'''
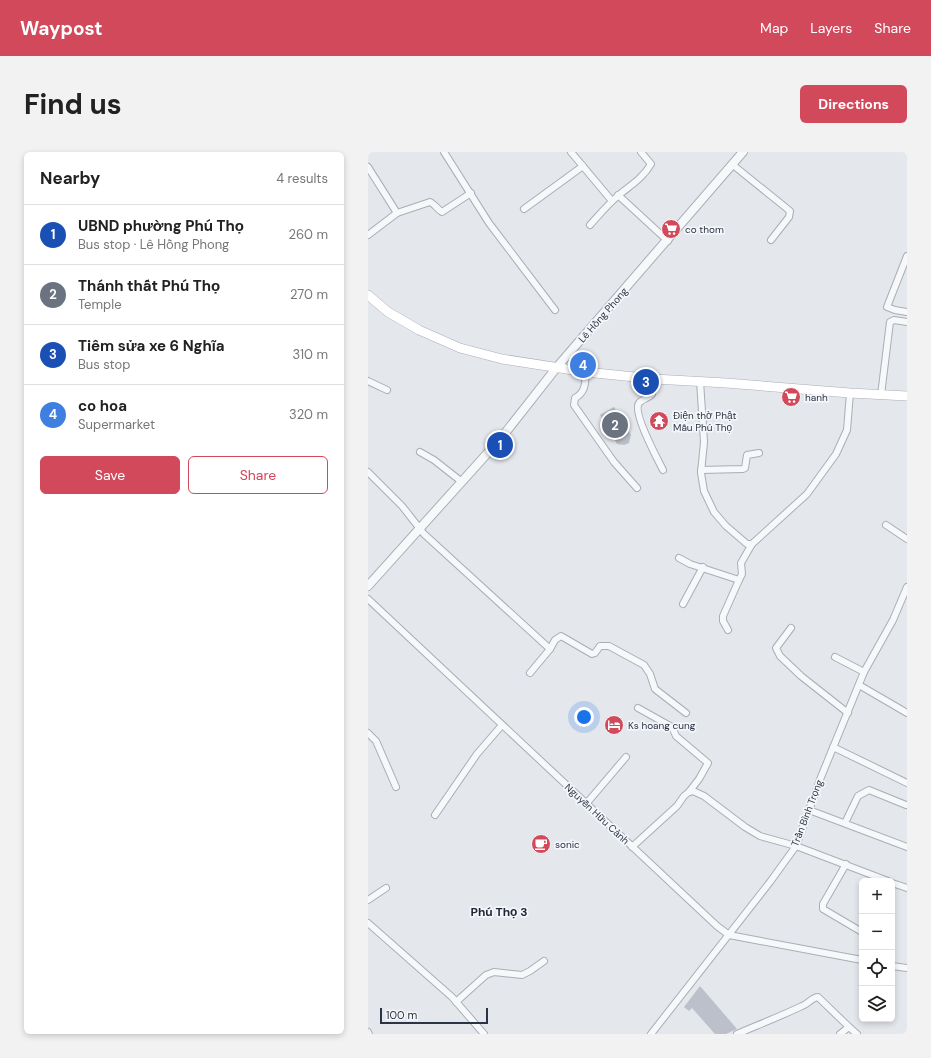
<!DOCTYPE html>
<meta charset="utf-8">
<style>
:root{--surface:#fff;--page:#f2f2f2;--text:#222;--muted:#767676;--line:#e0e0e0;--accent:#d1495b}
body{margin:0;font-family:"DM Sans",sans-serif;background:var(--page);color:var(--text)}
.controls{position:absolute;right:12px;bottom:12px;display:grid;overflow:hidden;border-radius:6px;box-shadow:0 2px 6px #0003}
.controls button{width:36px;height:36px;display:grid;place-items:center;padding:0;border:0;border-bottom:1px solid var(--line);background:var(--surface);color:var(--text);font:20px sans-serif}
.scale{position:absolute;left:12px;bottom:10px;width:108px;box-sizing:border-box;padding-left:4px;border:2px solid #2b3445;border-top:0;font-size:11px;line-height:14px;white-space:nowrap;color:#2b3445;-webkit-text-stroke:3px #f4f6f9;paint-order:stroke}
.you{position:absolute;left:216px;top:565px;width:14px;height:14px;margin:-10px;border:3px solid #fff;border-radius:50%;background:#1a73e8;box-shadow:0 0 0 6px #1a73e833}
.badge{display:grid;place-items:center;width:26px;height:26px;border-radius:50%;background:var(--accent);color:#fff;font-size:13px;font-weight:700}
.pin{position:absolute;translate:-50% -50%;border:2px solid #fff;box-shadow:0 1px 4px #0006}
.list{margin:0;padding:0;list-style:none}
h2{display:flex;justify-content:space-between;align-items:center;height:52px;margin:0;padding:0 16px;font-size:17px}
h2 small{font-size:13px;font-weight:400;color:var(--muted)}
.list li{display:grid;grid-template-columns:26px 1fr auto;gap:12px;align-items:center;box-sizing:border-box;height:60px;padding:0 16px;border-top:1px solid var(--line)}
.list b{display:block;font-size:15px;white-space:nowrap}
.list p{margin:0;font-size:13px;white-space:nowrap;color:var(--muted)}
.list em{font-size:13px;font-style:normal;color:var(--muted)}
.actions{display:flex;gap:8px;padding:12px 16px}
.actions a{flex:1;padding:9px 0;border:1px solid var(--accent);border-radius:6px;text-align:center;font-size:14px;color:var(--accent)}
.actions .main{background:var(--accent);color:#fff}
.icon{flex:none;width:22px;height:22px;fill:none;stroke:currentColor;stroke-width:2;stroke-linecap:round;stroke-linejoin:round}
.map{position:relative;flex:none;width:539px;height:882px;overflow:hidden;border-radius:6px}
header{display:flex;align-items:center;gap:24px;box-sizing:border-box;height:56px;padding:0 20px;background:var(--accent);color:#fff}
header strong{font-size:19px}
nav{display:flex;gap:22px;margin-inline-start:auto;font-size:14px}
.intro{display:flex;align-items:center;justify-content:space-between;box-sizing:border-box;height:96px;padding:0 24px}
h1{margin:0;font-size:28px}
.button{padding:10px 18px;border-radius:6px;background:var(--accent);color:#fff;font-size:14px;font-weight:700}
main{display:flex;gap:24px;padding:0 24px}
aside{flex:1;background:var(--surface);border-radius:6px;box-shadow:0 2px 6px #0003}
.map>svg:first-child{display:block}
.building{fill:#bbc0ca}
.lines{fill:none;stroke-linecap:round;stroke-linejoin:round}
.minor-casing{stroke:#a9aeb7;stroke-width:8}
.tertiary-casing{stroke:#a9aeb7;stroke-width:10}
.secondary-casing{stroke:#a9aeb7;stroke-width:10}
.minor{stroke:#f7f8fa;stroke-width:6}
.tertiary{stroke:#f7f8fa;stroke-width:8}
.secondary{stroke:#fff;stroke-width:9}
.labels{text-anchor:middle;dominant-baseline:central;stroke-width:3.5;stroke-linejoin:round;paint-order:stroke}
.poi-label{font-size:10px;fill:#2b3445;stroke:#f4f6f9;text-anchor:start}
.street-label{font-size:10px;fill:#2b3445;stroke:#f4f6f9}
.quarter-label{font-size:12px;font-weight:bold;fill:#1d2536;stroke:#f4f6f9}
</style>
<header>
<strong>Waypost</strong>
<nav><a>Map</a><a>Layers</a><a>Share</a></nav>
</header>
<div class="intro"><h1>Find us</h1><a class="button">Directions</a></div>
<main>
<aside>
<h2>Nearby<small>4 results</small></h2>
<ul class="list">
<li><span class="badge" style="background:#1a4fb4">1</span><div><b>UBND phường Phú Thọ</b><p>Bus stop · Lê Hồng Phong</p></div><em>260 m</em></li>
<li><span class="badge" style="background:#6b7280">2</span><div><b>Thánh thất Phú Thọ</b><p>Temple</p></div><em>270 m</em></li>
<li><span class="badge" style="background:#1a4fb4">3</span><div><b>Tiêm sửa xe 6 Nghĩa</b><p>Bus stop</p></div><em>310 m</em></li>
<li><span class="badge" style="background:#3f7fe0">4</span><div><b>co hoa</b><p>Supermarket</p></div><em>320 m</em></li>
</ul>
<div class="actions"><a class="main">Save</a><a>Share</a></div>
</aside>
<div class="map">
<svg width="539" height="882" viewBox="0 0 539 882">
<rect width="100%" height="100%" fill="#e4e7ec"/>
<g class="building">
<path d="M246,255l17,28 -2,8 -5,2 -7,-1 -17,-29z"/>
<path d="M332,834l37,43 -11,5h-11l-23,-26 -3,3 -5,-4z"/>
</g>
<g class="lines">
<defs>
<g id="minor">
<path d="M76,0l45,71 66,87"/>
<path d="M203,0l41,49"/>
<path d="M365,13l57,46 -1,6 -18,23"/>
<path d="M0,15l29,46 -29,22"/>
<path d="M250,43l50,46"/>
<path d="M156,57l59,-43"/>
<path d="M29,61l33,-11c5,2 7,7 12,10l29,-19"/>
<path d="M222,73c9,-10 18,-21 29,-30 12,-10 24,-17 32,-31l-10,-12"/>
<path d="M539,104l-20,51 8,3 12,2"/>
<path d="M218,220c-1,11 0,20 -11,26l-1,7 40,57 23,26"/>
<path d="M286,227l-2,15c-3,4 -10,5 -13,9 -7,9 19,57 24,67"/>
<path d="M0,229l19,9"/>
<path d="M332,229l4,61 -3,31 3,18 10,21 12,14 21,18h5l55,-50 29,-40 11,-24 3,-37"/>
<path d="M513,243l9,-73 4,-2 13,2"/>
<path d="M52,300l14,8 28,22"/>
<path d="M333,318l42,-1 2,-1 2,-13 12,-2"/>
<path d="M0,320l34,34 22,28 126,115 5,-9 6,-4 31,18 3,-1 5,-7h9l35,19 6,9 5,15 31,24"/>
<path d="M518,373l21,14"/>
<path d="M311,406l11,6 49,16 3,-6 -1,-11 11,-19"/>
<path d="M0,447l349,327 12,9 133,25"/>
<path d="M315,452l20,-37"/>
<path d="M423,476l-15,20 4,8 21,20 47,37"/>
<path d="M360,478l-5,-9v-5l16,-36"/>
<path d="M467,505l29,15"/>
<path d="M162,521l20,-24"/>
<path d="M491,533l48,28"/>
<path d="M270,556l34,19 4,9 32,27 -9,16 -10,13"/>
<path d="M0,581l8,8 20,46"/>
<path d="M465,595l74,36"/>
<path d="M218,652l40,-47"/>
<path d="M441,658l98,37"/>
<path d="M67,663l42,-61 25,-29"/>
<path d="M477,671l13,-27 11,-6 37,15"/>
<path d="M264,695l45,-41 7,-10 5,-4 4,-1 11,5 41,31 15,9 36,10 92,35"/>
<path d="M478,712l-23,40v5l39,23"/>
<path d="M524,731l15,5"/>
<path d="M0,748l18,-12"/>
<path d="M0,771l84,74 32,37"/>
<path d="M524,814l15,2"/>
<path d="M88,850l30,-27 8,-3 28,3 8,-4 14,-10"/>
<path d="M0,880l1,2"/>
<path d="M283,882l119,-152 26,-36 25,-69 43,-105 29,-52 14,-33"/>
<path d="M369,882c21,-9 44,-18 65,-28 6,-2 9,-8 16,-9l31,30"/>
<path d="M472,882l9,-7 8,7"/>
</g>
<path id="tertiary" d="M0,434l134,-149 55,-70 186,-215"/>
<path id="secondary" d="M0,143l20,17 31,18 41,18 42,11 84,13 68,7 72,4 124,10 57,3"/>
</defs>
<use href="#minor" class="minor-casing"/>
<use href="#tertiary" class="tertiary-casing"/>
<use href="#secondary" class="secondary-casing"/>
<use href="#minor" class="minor"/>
<use href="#tertiary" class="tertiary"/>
<use href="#secondary" class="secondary"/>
</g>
<defs>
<symbol id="supermarket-disc" viewBox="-11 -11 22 22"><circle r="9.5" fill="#d1495b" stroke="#f4f6f9"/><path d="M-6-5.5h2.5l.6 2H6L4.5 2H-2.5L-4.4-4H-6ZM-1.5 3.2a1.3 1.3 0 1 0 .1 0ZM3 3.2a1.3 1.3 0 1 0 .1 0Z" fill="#fff"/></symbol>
<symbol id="temple-disc" viewBox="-11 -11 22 22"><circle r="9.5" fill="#d1495b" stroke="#f4f6f9"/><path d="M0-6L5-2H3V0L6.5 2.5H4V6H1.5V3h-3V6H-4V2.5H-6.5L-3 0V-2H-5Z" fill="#fff"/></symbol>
<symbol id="hotel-disc" viewBox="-11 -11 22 22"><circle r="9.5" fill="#d1495b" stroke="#f4f6f9"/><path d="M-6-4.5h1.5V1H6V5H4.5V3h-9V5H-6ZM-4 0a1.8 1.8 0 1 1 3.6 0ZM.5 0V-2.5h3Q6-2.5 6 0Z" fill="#fff"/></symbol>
<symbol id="cafe-disc" viewBox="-11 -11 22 22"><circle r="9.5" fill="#d1495b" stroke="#f4f6f9"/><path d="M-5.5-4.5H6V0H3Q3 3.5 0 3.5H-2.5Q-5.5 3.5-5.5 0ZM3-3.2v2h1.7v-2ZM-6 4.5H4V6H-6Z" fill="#fff"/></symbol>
</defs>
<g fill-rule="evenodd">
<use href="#supermarket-disc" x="292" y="66" width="22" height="22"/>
<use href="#supermarket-disc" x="412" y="234" width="22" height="22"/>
<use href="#temple-disc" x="280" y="258" width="22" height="22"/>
<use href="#hotel-disc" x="235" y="562" width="22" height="22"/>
<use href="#cafe-disc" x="162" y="681" width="22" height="22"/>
</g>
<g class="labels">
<g class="poi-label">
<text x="317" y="77">co thom</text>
<text x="437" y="245">hanh</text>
<text x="305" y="263">Điện thờ Phật<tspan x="305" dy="12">Mẫu Phú Thọ</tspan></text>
<text x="260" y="573">Ks hoang cung</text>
<text x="187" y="692">sonic</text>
</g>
<g class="street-label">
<text transform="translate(235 163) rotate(-49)">Lê Hồng Phong</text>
<text transform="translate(439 661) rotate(-69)">Trần Bình Trọng</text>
<text transform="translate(229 662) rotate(43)">Nguyễn Hữu Cảnh</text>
</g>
<g class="quarter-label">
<text x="131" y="760">Phú Thọ 3</text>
</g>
</g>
</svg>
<div class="controls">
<button>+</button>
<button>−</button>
<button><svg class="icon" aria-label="locate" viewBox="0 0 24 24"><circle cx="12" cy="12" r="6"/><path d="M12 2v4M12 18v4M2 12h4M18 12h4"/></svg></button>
<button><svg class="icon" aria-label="layers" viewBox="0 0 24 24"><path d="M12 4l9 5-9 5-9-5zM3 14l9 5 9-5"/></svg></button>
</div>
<div class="scale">100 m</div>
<div class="you"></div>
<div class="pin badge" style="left:132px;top:293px;background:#1a4fb4">1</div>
<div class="pin badge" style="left:247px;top:273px;background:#6b7280">2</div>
<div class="pin badge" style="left:278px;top:230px;background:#1a4fb4">3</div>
<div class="pin badge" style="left:215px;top:213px;background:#3f7fe0">4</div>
</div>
</main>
'''
Repeat only the lines between the start of the data and the line with "solid #fff;border-radius:50%;background:#1a73e8;box-shadow:0 0", including those two lines, and skip the pictures.

<!DOCTYPE html>
<meta charset="utf-8">
<style>
:root{--surface:#fff;--page:#f2f2f2;--text:#222;--muted:#767676;--line:#e0e0e0;--accent:#d1495b}
body{margin:0;font-family:"DM Sans",sans-serif;background:var(--page);color:var(--text)}
.controls{position:absolute;right:12px;bottom:12px;display:grid;overflow:hidden;border-radius:6px;box-shadow:0 2px 6px #0003}
.controls button{width:36px;height:36px;display:grid;place-items:center;padding:0;border:0;border-bottom:1px solid var(--line);background:var(--surface);color:var(--text);font:20px sans-serif}
.scale{position:absolute;left:12px;bottom:10px;width:108px;box-sizing:border-box;padding-left:4px;border:2px solid #2b3445;border-top:0;font-size:11px;line-height:14px;white-space:nowrap;color:#2b3445;-webkit-text-stroke:3px #f4f6f9;paint-order:stroke}
.you{position:absolute;left:216px;top:565px;width:14px;height:14px;margin:-10px;border:3px solid #fff;border-radius:50%;background:#1a73e8;box-shadow:0 0 0 6px #1a73e833}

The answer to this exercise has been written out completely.